Expanded clinics are a success for Bush

Published 4:00 am Friday, December 26, 2008

NASHVILLE, Tenn. — Although the number of uninsured and the cost of coverage have ballooned under his watch, President Bush leaves office with a health care legacy in bricks and mortar: He has doubled federal financing for community health centers, enabling the creation or expansion of 1,297 clinics in medically underserved areas.

For those in poor urban neighborhoods and isolated rural areas, including Indian reservations, the clinics are often the only dependable providers of basic services like prenatal care, childhood immunizations, asthma treatments, cancer screenings and tests for sexually transmitted diseases.

Despite the clinics’ unprecedented growth, wide swaths of the country remain without access to affordable primary care. The recession has only magnified the need as hundreds of thousands of Americans have lost their employer-sponsored health insurance along with their jobs.

In response, Democrats on Capitol Hill are proposing even more significant increases, making the centers a likely feature of any health care deal struck by Congress and the Obama administration.

In Nashville, United Neighborhood Health Services, a 32-year-old community health center, has seen its federal financing rise to $4.2 million, from $1.8 million in 2001. That has allowed the organization to add eight clinics to its base of six, and to increase its pool of patients to nearly 25,000 from 10,000. Still, says Mary Bufwack, the center’s chief executive, the clinics satisfy only a third of the demand in Nashville’s pockets of urban poverty and immigrant need.

One of the group’s recent grants helped open the Southside Family Clinic, which moved last year from a pair of public housing apartments to a gleaming new building on a once derelict corner.

As she completed a breathing treatment one recent afternoon, Willie Mai Ridley, a 68-year-old beautician, said she would have sought care for her bronchitis in a hospital emergency room were it not for the new clinic. Instead, she took a short drive, waited 15 minutes without an appointment and left without paying a dime; the clinic would bill her later for her Medicare co-payment of $18.88.

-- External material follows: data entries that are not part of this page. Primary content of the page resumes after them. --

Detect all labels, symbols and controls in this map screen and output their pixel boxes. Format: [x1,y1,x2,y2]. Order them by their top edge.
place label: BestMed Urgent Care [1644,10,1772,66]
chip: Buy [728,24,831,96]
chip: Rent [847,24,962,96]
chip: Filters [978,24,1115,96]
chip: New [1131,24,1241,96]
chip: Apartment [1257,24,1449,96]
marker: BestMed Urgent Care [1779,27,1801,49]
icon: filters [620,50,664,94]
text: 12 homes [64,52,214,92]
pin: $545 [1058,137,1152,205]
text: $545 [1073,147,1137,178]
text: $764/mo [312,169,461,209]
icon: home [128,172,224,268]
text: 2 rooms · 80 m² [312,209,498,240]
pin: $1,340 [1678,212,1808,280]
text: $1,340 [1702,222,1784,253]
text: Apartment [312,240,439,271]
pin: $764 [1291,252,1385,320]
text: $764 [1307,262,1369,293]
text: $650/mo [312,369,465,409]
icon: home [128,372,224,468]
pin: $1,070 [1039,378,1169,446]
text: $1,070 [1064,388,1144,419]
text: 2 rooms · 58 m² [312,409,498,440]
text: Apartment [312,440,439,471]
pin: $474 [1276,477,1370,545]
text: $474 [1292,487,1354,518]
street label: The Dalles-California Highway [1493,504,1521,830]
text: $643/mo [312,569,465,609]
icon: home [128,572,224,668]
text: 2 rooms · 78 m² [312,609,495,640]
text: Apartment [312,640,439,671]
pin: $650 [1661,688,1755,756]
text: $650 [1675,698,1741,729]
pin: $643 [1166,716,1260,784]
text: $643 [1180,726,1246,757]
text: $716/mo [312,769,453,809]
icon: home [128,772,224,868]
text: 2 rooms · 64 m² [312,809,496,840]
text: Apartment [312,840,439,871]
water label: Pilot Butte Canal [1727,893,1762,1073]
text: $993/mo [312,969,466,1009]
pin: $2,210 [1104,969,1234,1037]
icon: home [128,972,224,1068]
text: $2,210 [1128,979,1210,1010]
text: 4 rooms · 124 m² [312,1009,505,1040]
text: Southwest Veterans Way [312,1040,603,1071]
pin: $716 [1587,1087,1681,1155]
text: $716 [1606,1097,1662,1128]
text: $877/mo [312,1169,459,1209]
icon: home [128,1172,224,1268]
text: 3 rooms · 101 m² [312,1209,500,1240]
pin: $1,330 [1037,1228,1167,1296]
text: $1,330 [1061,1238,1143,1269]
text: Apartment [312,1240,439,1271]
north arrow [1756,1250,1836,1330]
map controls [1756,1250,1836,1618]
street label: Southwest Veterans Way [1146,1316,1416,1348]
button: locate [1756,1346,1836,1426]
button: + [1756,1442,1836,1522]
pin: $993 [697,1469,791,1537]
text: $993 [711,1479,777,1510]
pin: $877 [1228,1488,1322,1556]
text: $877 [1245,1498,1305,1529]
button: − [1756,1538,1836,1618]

Ridley said she appreciated both the dignity and the affordability of her care. “This place is really very, very important to me,” she said, “because you can go and feel like you’re being treated like a person, and get the same medical care you would get somewhere else and have to pay $200 to $300.”

As governor of Texas, Bush came to admire the missionary zeal and cost-efficiency of the not-for-profit community health centers, which qualify for federal operating grants by being located in designated underserved areas and treating patients regardless of their ability to pay. He pledged support for the program while campaigning for president in 2000 on a platform of “compassionate conservatism.”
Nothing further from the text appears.